● **Exercise directions**: Count lines, not occurrences: report how many lines in the records hold the string "overflow", and nothing else.

—————

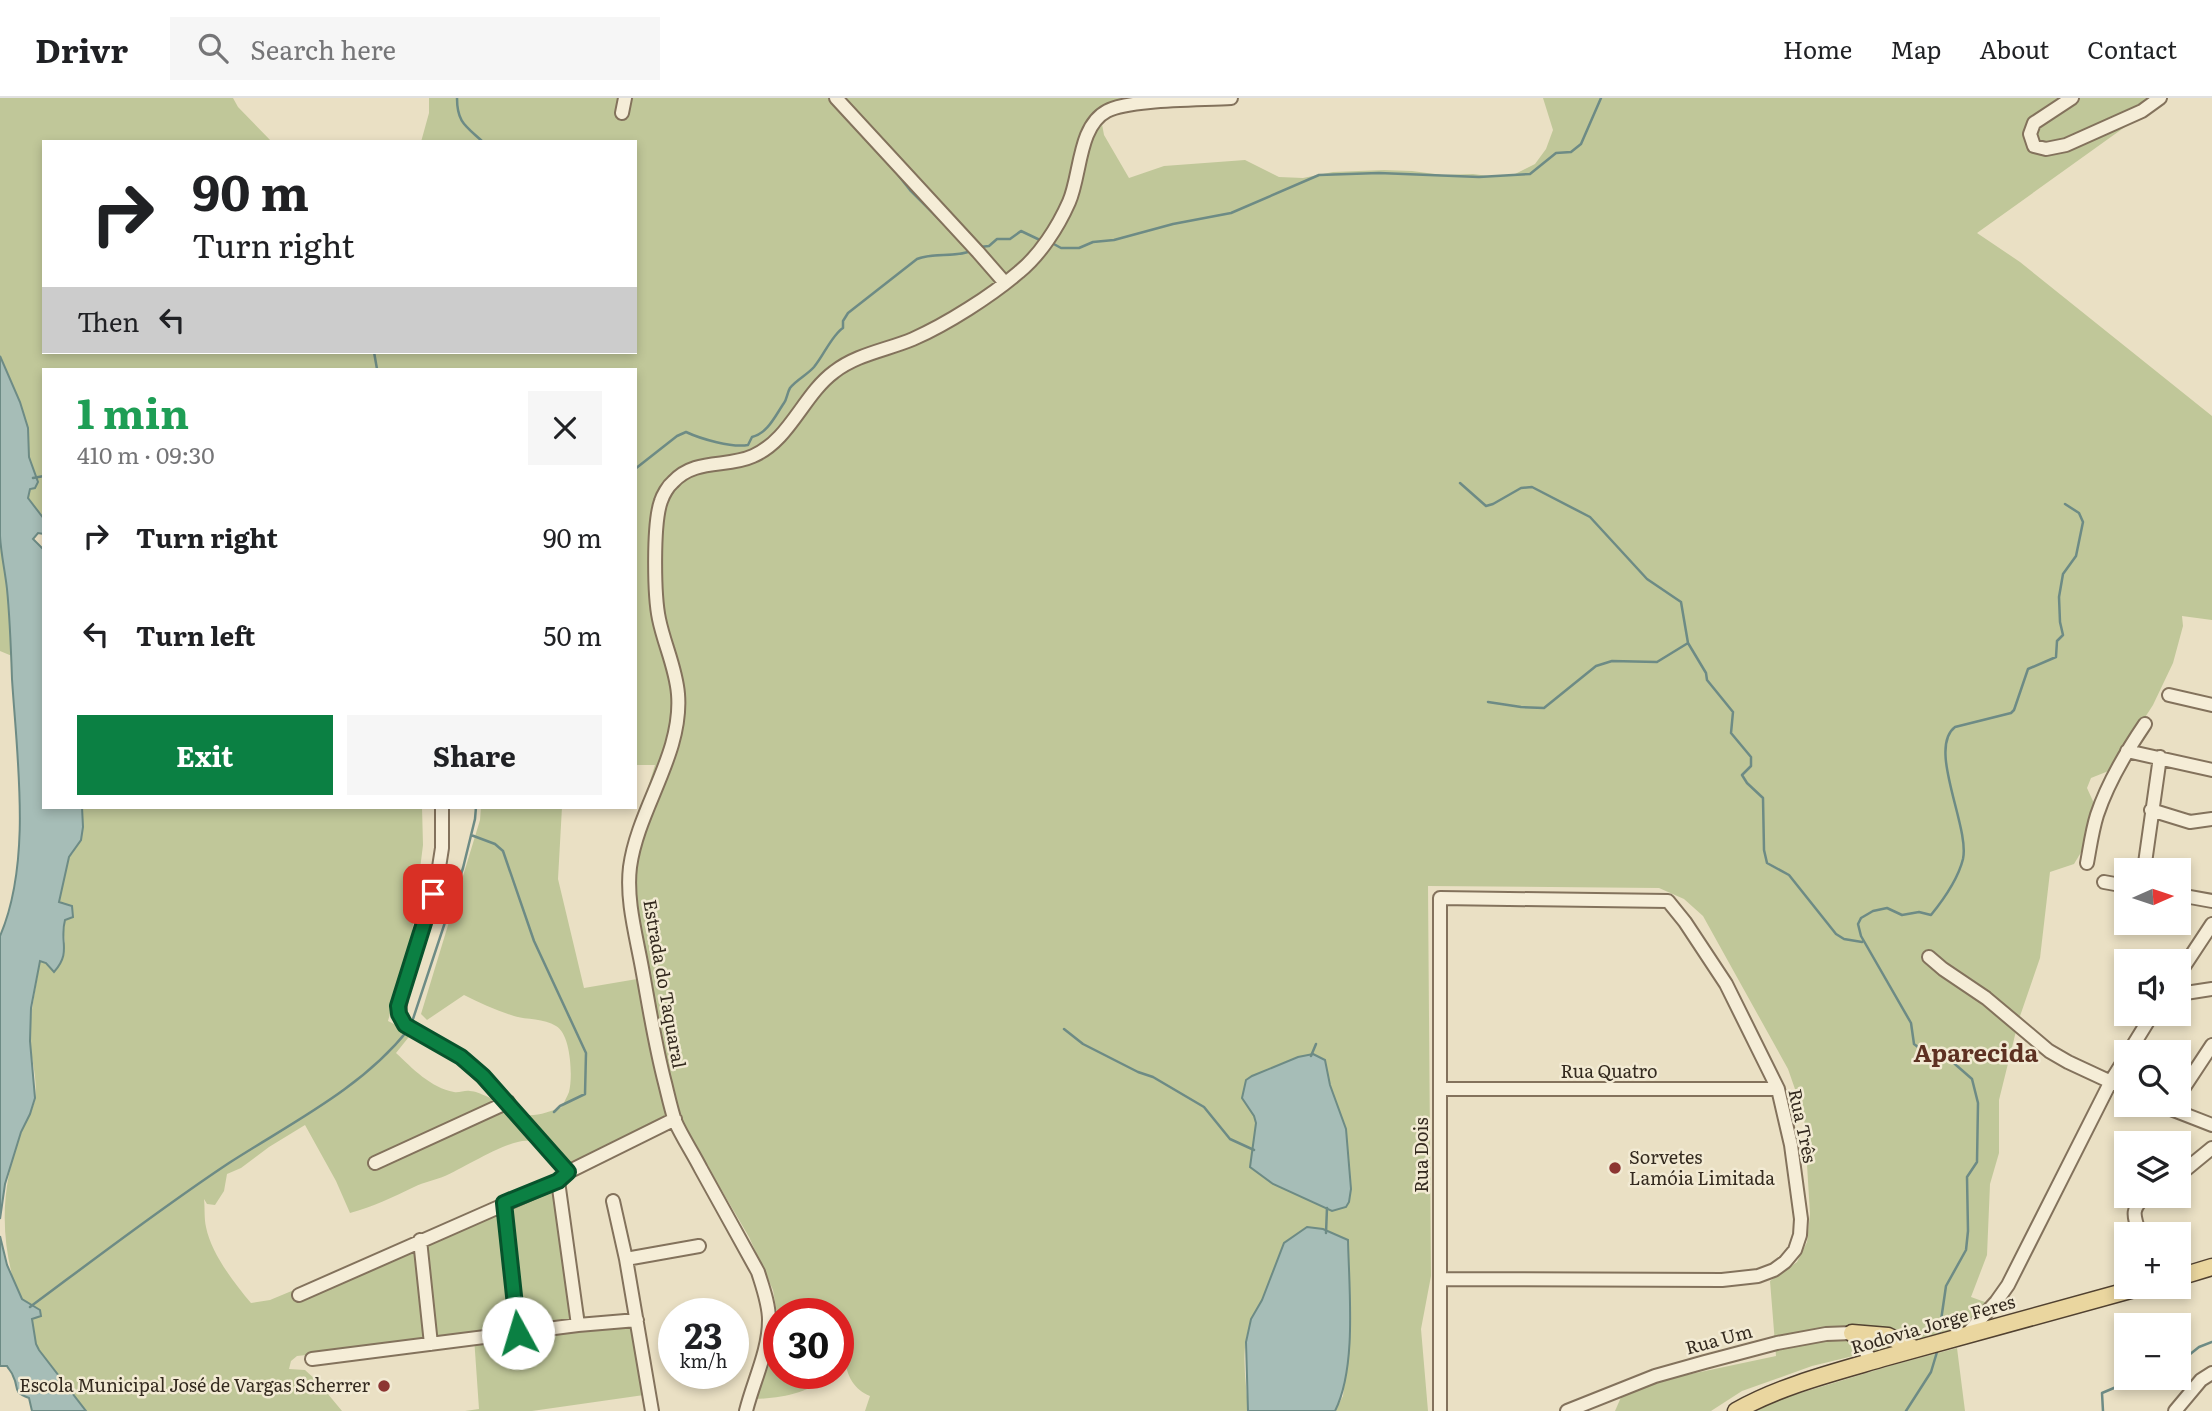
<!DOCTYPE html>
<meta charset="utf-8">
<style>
:root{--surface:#fff;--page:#f6f6f6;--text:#202124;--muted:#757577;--line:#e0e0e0;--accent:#0b8043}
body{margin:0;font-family:Literata,serif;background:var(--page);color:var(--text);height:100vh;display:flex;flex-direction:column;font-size:26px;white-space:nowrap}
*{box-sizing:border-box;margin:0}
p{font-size:23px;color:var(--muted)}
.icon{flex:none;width:38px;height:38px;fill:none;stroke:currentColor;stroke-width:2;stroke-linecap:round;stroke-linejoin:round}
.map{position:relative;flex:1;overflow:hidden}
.side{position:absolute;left:42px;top:270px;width:595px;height:441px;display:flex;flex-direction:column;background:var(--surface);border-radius:0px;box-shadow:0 4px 10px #0003}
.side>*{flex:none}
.hud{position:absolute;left:42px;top:42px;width:595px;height:214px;border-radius:0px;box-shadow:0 4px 10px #0003;background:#fff;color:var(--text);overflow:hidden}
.needle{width:46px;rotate:87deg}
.buttons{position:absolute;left:2114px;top:760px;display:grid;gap:14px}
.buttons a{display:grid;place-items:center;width:77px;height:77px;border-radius:0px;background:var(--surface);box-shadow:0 4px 10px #0003;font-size:35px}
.speed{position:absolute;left:658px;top:1200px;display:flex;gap:14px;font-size:35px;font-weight:700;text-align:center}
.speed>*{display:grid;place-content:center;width:91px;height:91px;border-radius:50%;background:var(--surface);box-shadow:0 4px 10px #0003;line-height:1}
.speed small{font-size:18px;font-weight:400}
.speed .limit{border:10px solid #d22;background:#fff;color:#111}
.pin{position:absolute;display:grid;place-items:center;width:60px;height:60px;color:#fff;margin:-30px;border-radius:14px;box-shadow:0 4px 10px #0006}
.me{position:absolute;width:77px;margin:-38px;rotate:354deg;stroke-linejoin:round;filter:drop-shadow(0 0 5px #0008)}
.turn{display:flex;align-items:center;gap:24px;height:147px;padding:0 35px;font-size:32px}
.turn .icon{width:91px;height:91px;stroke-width:2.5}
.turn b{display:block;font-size:49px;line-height:60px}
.then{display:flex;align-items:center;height:66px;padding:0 35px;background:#0003;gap:14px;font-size:26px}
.round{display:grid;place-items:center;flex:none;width:74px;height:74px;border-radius:0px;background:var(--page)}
.overview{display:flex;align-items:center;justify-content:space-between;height:119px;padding:0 35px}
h1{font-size:42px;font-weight:700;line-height:52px;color:#1e9e55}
.cta{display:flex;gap:14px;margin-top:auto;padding:14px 35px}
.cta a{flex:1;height:80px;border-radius:0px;background:var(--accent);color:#fff;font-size:28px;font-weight:700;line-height:80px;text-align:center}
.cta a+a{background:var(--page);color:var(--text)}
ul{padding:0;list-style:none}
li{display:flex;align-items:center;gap:21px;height:98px;padding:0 35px}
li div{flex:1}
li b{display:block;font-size:26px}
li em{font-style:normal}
header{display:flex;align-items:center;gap:42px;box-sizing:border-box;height:98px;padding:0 35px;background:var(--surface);border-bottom:2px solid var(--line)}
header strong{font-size:33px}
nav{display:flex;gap:38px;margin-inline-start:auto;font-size:24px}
.search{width:490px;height:63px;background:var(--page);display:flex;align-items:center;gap:18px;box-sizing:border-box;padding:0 24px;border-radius:0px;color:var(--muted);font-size:26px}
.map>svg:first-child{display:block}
.green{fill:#c0c799;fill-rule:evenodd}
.water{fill:#a6bdb7;stroke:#6d8b85;stroke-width:2}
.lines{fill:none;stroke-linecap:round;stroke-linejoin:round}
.stream{stroke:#6d8b85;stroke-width:2.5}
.minor-casing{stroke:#83725c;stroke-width:16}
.major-casing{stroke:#514130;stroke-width:19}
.minor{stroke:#f5edd7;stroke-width:12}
.major{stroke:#ead69f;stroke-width:16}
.route-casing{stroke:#07532c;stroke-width:18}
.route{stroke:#0b8043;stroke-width:12}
.poi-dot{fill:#8c3532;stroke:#f2ead3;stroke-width:2.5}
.labels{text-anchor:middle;stroke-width:5;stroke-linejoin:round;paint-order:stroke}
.street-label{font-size:18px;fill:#342a1f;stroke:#f2ead3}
.poi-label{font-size:18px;fill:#342a1f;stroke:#f2ead3;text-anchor:start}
.district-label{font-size:24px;font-weight:bold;fill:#5d3122;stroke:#f2ead3}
</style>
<header>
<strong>Drivr</strong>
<div class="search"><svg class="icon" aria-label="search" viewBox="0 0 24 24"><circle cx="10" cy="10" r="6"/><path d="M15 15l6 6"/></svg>Search here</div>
<nav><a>Home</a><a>Map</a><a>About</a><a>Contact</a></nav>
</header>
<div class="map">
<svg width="2212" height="1313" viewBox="0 0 2212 1313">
<rect width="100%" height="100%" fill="#eae0c4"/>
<!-- green -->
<path class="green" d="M0,0H233L238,9L272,44H44V254H635V44H421L429,15V0H1130L1118,4L1101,21L1104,37L1129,80L1164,68L1245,62L1279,79L1303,80L1333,74L1384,72L1412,73L1442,77L1473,76L1496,79L1513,77L1535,66L1546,51L1553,32L1543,0H2160L2143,16L1977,135L2020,164L2212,318V522L2182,518L2183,528L2173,565L2153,607L2111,672L2091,680L2087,690L2097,712L2089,741L2074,766L2050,774L2040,860L2019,921L1999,1002V1055L1990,1086L1987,1157L1971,1199L1993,1207L1981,1227L1812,1268L1742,1293L1711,1313H1615L1622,1297L1672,1280L1776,1258L1770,1183L1797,1164L1807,1144L1810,1116L1804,1017L1788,971L1703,818L1684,801L1659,790L1428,788L1431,1178L1421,1231L1428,1313H1335L1343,1298L1348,1254V1142L1323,1131C1295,1163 1253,1199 1246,1242C1242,1265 1247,1290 1248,1313H865L870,1298C854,1291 848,1280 845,1263L838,1269V1216H779V1276H831C809,1295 784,1300 755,1301L775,1252L778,1221L773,1192L749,1139L681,1023L567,1071C555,1059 546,1047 529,1043C510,1040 464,1070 445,1078C435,1082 424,1084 414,1089C393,1099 373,1109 350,1115L336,1083L305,1027L269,1049L241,1070L227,1076L224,1093L215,1107L207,1106L204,1101C205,1110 204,1120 206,1129C211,1155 234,1185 251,1205L270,1202L306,1187L315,1191L556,1089L586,1222L640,1228L651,1296L532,1313H465L479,1311L474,1239L297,1258L291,1263L289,1271L305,1272L318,1284L342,1313H86L39,1252L36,1246L32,1221L40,1212C35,1209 26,1205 22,1201C18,1196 16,1187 13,1181C0,1132 2,1085 21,1035C25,1024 33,1013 35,1001C38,981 31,961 30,942C29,914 37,889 40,862L46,865L65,844L63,829L65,822L59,804L69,759L73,755L83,729L82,709H422L423,747L412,835L388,923L412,935L396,955C412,970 431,990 454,994C459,995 465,992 470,993C475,993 481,996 486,998C496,1002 504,1010 514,1014C530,1021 547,1015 562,1009C564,1004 567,999 569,994C573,979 571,936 556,928C544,920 527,922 514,918C497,913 480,905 464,897L427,922L421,916L480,722L481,709H562L558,781L584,890L643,880L622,773L655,667H635V271H44V421L28,400L30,391L38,384L29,359L28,330L20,304L0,258ZM1313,956L1325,962L1330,987L1346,1031L1351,1091L1349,1104L1250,1066L1256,1025L1254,1018L1245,1005Z
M0,441L6,475L12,558L0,553Z
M1957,1250L1965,1313H1755L1774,1303L1893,1267Z"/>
<!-- water -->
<path class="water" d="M0,258L20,304L28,330L29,359L38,384L35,390L30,391L28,400L44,421V436L38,435L33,441L44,452V709H82L83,729L81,742L69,759L59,804L72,808L73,819L65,822C59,844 72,854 54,874L46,865L40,863L31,910L30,943L35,1000L30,1016L21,1034L5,1086L0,1121V838C32,764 17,660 12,581C11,551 10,521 7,491C5,473 1,456 0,438C0,378 0,318 0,258Z
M1313,956L1325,962L1330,987L1346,1031L1351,1091L1349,1104L1346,1109L1332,1113L1273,1086L1250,1069L1256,1025L1254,1018L1242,1000L1246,982L1252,978L1298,959Z
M1307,1129L1323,1131L1348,1142C1349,1191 1357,1269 1335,1313H1248L1246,1244L1251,1221L1262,1202L1284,1145Z
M0,1138L7,1167L22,1201L40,1212L41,1218L32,1221L36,1246L39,1252L86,1313H32L29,1300C11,1293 20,1291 13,1278C12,1274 9,1272 7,1268H0Z"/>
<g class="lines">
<!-- stream -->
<path class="stream" d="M457,0C457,25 466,28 483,44
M891,68L910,92L951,133
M1052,145L1061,150H1079L1093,144L1114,142L1173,126L1231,115L1319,77L1379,75L1479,79L1530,76L1556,55L1571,54L1581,46L1601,0
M980,149L989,148L997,141H1010L1021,133L1042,143
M374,254L377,271
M635,371L677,338L686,334C701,341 732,350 748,347L752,339C768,335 775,318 784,305C787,301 787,295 790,290C796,282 807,277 814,269C824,257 832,237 843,230V223L848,215L917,161C933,154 954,160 971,153
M33,380L44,378
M1460,385L1486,408L1493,406L1521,390L1532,389L1590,419L1647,481L1681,504L1688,545L1706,575L1707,582L1733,614L1731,635L1751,659V668L1742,677L1747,685L1763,700L1764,752L1767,765L1789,777L1836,836L1844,841L1862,844
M1488,604L1521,609L1544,610L1596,568L1612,563L1657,564L1688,545
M471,737L495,746L503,753L534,843L586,955L585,996L560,1008L554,1014
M411,927L463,770L475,721L476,709
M1064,931L1083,946L1138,974L1153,979L1204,1009L1230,1041L1254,1052
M1311,958L1316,946
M1326,1135L1327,1110
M30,1209C96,1160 161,1110 229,1065C291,1025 361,991 408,932
M1939,1236L1946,1188L1966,1152L1968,1133L1967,1079L1977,1064L1978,1005L1972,981L1940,953L1927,956L1914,946L1911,925L1861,838L1858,826L1861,820L1873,813L1887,810L1902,817L1919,814L1931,817C1944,801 1958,781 1963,761C1970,729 1927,650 1955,629L2011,615L2014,612L2028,571L2056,559L2057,543L2063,537L2060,524L2059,499L2063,476L2076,458L2083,424L2079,415L2065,406
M2179,1265L2199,1249L2212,1244
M1906,1313L1931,1274L1937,1254
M2103,1313L2102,1295L2140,1279"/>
<defs>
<path id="minor" d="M836,0L978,154L1005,185
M2072,0L2034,25L2030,36L2034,48L2046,51L2066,47L2142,13L2160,0
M622,15L625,0
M2169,597L2212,607
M2127,653L2212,672
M442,709V750L437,782L401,898L399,916L405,927L461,959L483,979L568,1074
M2151,712L2190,724L2212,721
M2087,765C2090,749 2092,733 2097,717C2108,684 2126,654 2145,626
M2144,772L2160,659
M2104,784L2126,788
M2179,797L2212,803
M1929,859L1943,871L1986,900L2049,953L2068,964L2126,991
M2179,876L2212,826
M2179,896L2212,891
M2129,954L2153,915
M1440,991H1778
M2179,997L2212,947
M2158,1006L2212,1027
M375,1065L508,1004
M2179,1077L2212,1050
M558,1083L578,1227
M613,1103L626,1161L652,1313
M504,1105L518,1235
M2140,1136C2133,1117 2130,1109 2149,1097
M420,1142L431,1246
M626,1161L699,1148
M1440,1181L1722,1182L1758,1178L1774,1172L1785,1164L1795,1152L1800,1137L1801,1121L1791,1047L1778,991L1726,886L1685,824L1668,803L1440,800V1313
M299,1197L558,1083L568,1074L675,1021
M1966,1237L1996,1204L2008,1187L2111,983L2126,959
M312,1261L578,1227L637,1222
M746,1313C753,1284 769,1253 769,1222C769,1206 763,1190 758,1174C739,1140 720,1105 701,1071C693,1055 682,1039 675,1023C671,1011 668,997 665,985C655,947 649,908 642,870C636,837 626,802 630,769C638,710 683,656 678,596C676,570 664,546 659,521C654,497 653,425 661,403C663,397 668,388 673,384C695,360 727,370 753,358C790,342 803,297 834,274C857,256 887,252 913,241C947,226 991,198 1019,174C1040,157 1058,129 1069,104C1081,77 1078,28 1107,13C1130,1 1202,2 1231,0
M1567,1313L1655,1278L1705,1264L1777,1245L1826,1236L1852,1235L1872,1263
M2175,1313L2201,1282L2212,1275"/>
<path id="major" d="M2179,1179L2212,1169
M1852,1235L1888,1238L1915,1251
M1736,1313C1782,1287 1836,1274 1887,1259C1972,1235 2058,1212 2145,1188"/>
</defs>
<!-- minor casing -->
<use href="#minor" class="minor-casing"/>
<!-- major casing -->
<use href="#major" class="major-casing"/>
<!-- minor -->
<use href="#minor" class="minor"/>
<!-- major -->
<use href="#major" class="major"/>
</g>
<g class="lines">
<defs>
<path id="route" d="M433,796L398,908L399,916L405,927L461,959L483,978L568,1074L558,1083L504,1105L518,1235"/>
</defs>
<!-- route casing -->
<use href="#route" class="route-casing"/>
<!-- route -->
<use href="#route" class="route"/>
</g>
<!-- markers -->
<g class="poi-dot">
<circle cx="1615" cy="1070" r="7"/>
<circle cx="384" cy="1288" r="7"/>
</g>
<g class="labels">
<!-- street labels -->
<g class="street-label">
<text transform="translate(664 886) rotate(80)" y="6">Estrada do Taquaral</text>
<text x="1609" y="980">Rua Quatro</text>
<text transform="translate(1802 1028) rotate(78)" y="6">Rua Três</text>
<text transform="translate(1422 1057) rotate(-90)" y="6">Rua Dois</text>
<text transform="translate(1933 1227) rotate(-16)" y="6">Rodovia Jorge Feres</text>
<text transform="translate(1719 1242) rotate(-15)" y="6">Rua Um</text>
</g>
<!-- poi labels -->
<g class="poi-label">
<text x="1629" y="1066">Sorvetes<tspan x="1629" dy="21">Lamóia Limitada</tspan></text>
<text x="370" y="1294" text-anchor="end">Escola Municipal José de Vargas Scherrer</text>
</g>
<!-- district labels -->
<g class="district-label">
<text x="1976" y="964">Aparecida</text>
</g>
</g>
</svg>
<div class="buttons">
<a><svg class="needle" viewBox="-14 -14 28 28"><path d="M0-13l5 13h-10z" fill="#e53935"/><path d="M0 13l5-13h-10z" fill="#757577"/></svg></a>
<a><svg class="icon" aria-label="sound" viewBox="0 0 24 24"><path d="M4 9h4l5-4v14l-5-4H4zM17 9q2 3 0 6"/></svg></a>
<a><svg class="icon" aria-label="search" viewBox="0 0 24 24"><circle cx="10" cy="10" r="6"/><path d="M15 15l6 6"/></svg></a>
<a><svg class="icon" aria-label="layers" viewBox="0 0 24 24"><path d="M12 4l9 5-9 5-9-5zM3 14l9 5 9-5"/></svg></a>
<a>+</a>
<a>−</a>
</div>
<div class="speed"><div>23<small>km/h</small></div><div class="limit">30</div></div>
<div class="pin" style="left:433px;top:796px;background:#d93025"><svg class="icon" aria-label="arrive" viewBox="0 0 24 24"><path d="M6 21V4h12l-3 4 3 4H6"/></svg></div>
<svg class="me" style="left:518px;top:1235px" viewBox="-20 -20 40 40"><circle r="19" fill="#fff"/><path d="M0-13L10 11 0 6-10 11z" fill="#0b8043"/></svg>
<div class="hud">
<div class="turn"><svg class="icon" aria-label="right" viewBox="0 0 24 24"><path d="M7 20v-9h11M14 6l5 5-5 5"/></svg><div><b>90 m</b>Turn right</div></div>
<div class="then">Then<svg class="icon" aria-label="left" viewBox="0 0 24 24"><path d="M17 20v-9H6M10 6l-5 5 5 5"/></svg></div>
</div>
<section class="side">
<div class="overview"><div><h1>1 min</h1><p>410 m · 09:30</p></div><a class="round"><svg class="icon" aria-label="close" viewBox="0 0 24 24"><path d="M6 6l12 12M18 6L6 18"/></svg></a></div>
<ul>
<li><svg class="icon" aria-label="right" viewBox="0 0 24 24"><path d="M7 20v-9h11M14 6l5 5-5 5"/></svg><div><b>Turn right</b></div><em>90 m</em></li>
<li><svg class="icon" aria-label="left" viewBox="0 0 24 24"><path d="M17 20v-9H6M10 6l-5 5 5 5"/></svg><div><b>Turn left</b></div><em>50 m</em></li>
</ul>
<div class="cta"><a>Exit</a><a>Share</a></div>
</section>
</div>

—————

● **Result**: 2